To mark 40 years of MND New South Wales this year, we are highlighting 40 years of stories from our members, staff, volunteers and experts.
You can help MND NSW continue supporting people with motor neurone disease by making a donation here.
When Lily’s Dad was diagnosed with Motor Neurone Disease in July last year, at first she thought he was going to say that he had cancer. Lily was preparing for that, as she’d already lost so many family members to cancer in recent years.
But when she found out her Dad had MND, she realised that she had no idea what it meant. Even though she had participated in the ice bucket challenge years earlier, she realised she didn’t know anything about the disease or what impact it would have on her family.
“I think that when Dad could see that his speech was going funny, and he couldn't fix it, he kind of thought, ‘Well, maybe this is something serious.’"
Lily had no idea what it would mean for her Dad or what the future would hold. The only thing she could think to do initially was raise awareness with everyone around her.

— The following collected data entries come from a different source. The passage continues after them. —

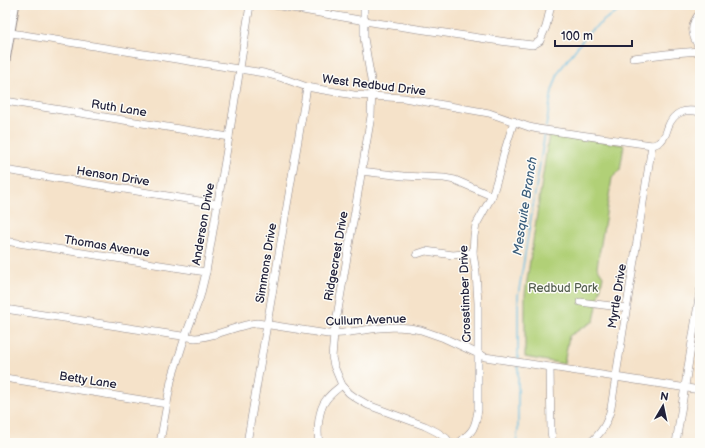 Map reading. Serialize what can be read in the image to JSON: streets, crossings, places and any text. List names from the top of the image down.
{
  "streets": {
    "street": [
      "West Redbud Drive",
      "Ruth Lane",
      "Henson Drive",
      "Anderson Drive",
      "Thomas Avenue",
      "Ridgecrest Drive",
      "Simmons Drive",
      "Crosstimber Drive",
      "Myrtle Drive",
      "Cullum Avenue",
      "Betty Lane"
    ]
  },
  "crossings": [
    ["West Redbud Drive", "Anderson Drive"],
    ["West Redbud Drive", "Ridgecrest Drive"],
    ["West Redbud Drive", "Simmons Drive"],
    ["West Redbud Drive", "Crosstimber Drive"],
    ["West Redbud Drive", "Myrtle Drive"],
    ["Ruth Lane", "Anderson Drive"],
    ["Henson Drive", "Anderson Drive"],
    ["Anderson Drive", "Thomas Avenue"],
    ["Anderson Drive", "Cullum Avenue"],
    ["Anderson Drive", "Betty Lane"],
    ["Ridgecrest Drive", "Cullum Avenue"],
    ["Simmons Drive", "Cullum Avenue"],
    ["Crosstimber Drive", "Cullum Avenue"],
    ["Myrtle Drive", "Cullum Avenue"]
  ],
  "water": ["Mesquite Branch"],
  "parks": ["Redbud Park"],
  "scale_bar": "100 m",
  "north": "top"
}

“We've been telling all of our different connections, our friends, our family members and a lot of them are sort of learning what this disease is, for the first time.”
After an MND diagnosis, it’s common for people and their families to feel out of control. MND affects everyone differently so the uncertainty can be difficult to manage.
For Lily, she channelled this uncertainty into writing and performing a comedy show to raise much needed funds for MND.
“The thing that's provided my siblings and I with some control, is putting on this fundraiser and spreading awareness. We're just trying to educate as many people as we can because that's really all we can do.”
Since his diagnosis last year, Lily’s Dad has been doing well.
“He's got a good positive attitude, and he's very much in a, ‘Well, we've just got to live, and do as much as we can, while we can’ state of mind.”
But Lily knows that with MND it’s unique for everyone and progresses differently.
“There's all these different onsets and every individual's journey can be completely different to somebody else's. I've heard of patients that have been diagnosed, and eight weeks later have passed away. And then, I've heard of patients that have lived with MND for 35 years.”
For now, it’s about making the most of whatever time they have, including spending quality time together as a family.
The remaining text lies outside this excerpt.